In November, funds managed by Franklin Templeton bought at least 3.3 million shares of e-commerce logistics provider Delhivery Ltd. and more than 2 million shares of PB Fintech Ltd., the operator of online insurance marketplace Policybazaar, according to data compiled by Bloomberg. Five Indian consumer tech firms saw their market value drop by $20 billion.

After steep losses in the stock prices of One 97 Communications Ltd., parent company of digital payments firm Paytm, online food delivery company Zomato Ltd., and FSN E-Commerce Ventures Pvt, which owns beauty product e-retailer Nykaa, the purchases were made. Paytm suffered the most, with a $12.7 billion decrease in market capitalization.
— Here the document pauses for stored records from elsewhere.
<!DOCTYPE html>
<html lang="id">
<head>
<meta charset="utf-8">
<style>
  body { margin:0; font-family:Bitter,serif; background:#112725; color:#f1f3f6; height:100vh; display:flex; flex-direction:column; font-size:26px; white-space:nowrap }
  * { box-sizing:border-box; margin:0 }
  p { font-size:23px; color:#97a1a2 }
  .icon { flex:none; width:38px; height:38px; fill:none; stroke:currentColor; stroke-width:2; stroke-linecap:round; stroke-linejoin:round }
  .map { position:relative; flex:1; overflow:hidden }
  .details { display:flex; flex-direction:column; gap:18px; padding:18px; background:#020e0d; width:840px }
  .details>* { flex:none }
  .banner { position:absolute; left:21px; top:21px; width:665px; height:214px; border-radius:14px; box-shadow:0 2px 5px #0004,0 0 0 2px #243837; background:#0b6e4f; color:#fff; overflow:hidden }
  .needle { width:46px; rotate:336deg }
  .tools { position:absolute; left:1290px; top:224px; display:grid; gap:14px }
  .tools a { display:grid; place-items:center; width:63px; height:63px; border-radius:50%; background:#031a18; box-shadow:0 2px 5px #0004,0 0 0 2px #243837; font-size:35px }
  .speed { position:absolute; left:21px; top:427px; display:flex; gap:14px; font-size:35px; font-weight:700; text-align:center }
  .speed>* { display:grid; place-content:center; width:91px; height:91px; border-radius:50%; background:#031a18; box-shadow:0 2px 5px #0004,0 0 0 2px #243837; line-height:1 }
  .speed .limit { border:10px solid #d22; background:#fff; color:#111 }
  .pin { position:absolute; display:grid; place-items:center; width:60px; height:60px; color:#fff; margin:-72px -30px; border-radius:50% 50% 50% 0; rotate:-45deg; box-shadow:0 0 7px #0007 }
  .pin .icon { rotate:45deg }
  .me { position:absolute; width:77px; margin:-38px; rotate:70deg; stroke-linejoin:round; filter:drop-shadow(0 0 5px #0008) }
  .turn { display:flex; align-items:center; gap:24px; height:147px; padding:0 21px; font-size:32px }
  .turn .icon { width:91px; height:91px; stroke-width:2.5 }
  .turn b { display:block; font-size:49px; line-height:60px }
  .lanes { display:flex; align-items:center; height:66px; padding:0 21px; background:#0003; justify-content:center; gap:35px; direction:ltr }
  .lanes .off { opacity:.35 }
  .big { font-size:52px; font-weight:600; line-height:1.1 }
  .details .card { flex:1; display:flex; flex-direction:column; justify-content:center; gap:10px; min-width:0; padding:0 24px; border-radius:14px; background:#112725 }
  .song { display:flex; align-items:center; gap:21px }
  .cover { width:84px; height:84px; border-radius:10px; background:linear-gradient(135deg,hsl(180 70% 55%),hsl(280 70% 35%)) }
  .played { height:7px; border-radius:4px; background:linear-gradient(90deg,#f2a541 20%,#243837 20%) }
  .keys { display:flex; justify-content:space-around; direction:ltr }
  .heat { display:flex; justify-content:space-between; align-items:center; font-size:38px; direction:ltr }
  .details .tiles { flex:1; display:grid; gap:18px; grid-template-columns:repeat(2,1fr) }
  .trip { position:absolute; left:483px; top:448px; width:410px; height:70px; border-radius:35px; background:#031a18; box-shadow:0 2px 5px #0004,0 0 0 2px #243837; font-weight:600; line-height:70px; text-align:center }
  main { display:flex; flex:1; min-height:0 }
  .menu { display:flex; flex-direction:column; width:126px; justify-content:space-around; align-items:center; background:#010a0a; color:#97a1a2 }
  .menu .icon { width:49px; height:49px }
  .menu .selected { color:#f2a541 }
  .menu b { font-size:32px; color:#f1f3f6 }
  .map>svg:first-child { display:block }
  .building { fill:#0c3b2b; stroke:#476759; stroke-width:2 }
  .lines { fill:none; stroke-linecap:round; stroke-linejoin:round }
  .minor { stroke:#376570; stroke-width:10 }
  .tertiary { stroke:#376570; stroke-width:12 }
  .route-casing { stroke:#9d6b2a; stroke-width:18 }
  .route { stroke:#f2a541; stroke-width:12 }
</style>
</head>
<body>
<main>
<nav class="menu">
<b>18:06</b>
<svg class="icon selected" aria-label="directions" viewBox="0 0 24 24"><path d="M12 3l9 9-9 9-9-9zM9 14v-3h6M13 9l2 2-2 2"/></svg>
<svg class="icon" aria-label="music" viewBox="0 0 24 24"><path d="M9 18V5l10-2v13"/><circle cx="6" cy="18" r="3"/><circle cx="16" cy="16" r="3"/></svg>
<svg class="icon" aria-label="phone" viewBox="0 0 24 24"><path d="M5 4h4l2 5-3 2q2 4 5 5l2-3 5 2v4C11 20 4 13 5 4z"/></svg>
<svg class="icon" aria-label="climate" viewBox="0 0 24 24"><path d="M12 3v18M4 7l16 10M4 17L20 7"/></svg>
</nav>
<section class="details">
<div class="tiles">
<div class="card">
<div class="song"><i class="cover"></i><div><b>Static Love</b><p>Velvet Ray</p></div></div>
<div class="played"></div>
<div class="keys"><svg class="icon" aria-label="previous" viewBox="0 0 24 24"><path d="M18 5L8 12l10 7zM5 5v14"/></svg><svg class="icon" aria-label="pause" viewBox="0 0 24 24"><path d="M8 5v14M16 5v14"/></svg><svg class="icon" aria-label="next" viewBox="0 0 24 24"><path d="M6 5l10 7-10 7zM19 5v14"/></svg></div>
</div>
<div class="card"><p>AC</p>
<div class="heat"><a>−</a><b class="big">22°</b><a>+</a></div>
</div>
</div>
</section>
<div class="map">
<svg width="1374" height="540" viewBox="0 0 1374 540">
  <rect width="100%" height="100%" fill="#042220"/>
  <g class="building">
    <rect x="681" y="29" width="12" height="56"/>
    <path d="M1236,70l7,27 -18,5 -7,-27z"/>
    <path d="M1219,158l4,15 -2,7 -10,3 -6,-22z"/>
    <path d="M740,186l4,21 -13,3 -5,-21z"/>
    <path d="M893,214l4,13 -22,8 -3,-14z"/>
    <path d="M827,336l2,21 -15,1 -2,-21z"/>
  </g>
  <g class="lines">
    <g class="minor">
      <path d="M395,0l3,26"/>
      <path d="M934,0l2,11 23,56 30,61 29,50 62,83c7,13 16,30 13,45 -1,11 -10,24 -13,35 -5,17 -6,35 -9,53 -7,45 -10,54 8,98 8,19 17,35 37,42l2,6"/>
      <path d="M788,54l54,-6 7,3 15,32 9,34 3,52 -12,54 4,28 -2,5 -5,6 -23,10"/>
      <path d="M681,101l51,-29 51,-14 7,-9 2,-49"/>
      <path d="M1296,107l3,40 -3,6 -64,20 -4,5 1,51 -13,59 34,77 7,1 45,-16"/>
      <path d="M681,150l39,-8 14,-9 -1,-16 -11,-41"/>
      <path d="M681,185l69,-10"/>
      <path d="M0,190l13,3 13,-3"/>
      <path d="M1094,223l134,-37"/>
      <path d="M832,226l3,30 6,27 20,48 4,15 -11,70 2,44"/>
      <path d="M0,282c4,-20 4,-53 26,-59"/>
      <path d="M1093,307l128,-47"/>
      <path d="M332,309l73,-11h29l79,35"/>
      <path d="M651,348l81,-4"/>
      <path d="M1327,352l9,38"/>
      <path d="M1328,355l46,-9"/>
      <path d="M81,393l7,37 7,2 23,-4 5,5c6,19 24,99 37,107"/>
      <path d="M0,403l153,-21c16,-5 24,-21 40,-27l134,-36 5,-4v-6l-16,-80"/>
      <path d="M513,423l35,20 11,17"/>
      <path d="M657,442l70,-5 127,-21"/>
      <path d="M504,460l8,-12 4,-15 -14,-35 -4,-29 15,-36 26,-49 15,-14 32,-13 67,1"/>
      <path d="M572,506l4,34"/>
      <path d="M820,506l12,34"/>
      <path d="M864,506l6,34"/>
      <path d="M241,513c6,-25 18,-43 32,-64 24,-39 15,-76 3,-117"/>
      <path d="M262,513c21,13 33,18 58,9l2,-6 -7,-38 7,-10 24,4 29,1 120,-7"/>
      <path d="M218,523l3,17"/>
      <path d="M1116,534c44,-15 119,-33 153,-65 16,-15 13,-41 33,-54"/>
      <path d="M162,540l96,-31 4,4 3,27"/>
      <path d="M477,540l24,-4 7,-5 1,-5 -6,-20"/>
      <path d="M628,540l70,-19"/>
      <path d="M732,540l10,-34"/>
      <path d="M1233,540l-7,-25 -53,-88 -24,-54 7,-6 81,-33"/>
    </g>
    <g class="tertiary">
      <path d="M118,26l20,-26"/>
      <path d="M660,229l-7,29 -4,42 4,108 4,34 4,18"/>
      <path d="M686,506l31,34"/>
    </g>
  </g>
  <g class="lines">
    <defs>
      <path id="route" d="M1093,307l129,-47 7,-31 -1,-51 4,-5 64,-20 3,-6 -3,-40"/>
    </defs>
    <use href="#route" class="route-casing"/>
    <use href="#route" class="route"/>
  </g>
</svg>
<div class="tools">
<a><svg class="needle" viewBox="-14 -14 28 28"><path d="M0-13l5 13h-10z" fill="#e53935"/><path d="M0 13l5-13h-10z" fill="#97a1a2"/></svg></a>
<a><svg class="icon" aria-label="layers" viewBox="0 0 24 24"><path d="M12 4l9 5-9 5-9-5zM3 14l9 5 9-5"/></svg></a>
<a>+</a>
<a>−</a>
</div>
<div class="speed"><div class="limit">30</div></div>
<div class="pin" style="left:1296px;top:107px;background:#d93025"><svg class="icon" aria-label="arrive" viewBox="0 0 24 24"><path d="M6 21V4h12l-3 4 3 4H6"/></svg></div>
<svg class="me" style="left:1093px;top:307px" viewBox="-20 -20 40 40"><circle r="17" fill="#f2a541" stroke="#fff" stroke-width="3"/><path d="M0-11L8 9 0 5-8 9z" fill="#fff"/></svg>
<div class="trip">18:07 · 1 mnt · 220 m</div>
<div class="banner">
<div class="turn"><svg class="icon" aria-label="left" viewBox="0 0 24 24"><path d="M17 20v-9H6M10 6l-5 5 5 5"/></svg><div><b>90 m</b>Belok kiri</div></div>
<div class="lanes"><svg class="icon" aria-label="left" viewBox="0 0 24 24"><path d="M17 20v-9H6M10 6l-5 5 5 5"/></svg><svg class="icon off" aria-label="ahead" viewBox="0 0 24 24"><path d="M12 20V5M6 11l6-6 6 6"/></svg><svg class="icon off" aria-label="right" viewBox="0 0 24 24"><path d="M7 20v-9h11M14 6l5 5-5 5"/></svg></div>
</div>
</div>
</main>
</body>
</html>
Radhakrishnan, who oversees assets worth $7 billion, said that while they didn't participate in any IPOs except for Zomato, they now see much more transparency and discussion with management happening. The firm, which has seen its $1.3 billion India Flexi Cap Fund outperform 86% of its peers over the last three years, recognizes the disruptive nature of some of these businesses and their potential to generate profits over the medium to long term, he said.


The harsh reality of five famed India IPOs is an $18 billion wipeout. This is a huge loss for investors, and it highlights the risks associated with investing in IPOs. While there have been some successful IPOs in India, the majority of them have been failures. This is a trend that investors need to be aware of before investing in any IPO.
As $14 billion in lockups expire, investors are watching closely to see what Warren Buffett and his son, Howard, will do with their stakes in Indian companies. Buffett has been investing in India for years, and his son has been involved in several high-profile startups there. With the lockups expiring, they will be free to sell their shares, which could have a significant impact on the Indian stock market.


The IPO pipeline in India is expected to be active in 2023, with a number of smaller deals expected to come to market. This is according to a new report from EY, which notes that the country's IPO market has been relatively quiet in recent years. EY expects that the upcoming IPOs will be driven by a number of factors, including strong economic growth, an increase in the number of listed companies, and a favorable regulatory environment. The report also notes that the Indian IPO market is likely to benefit from the continued listing of Chinese companies on international exchanges.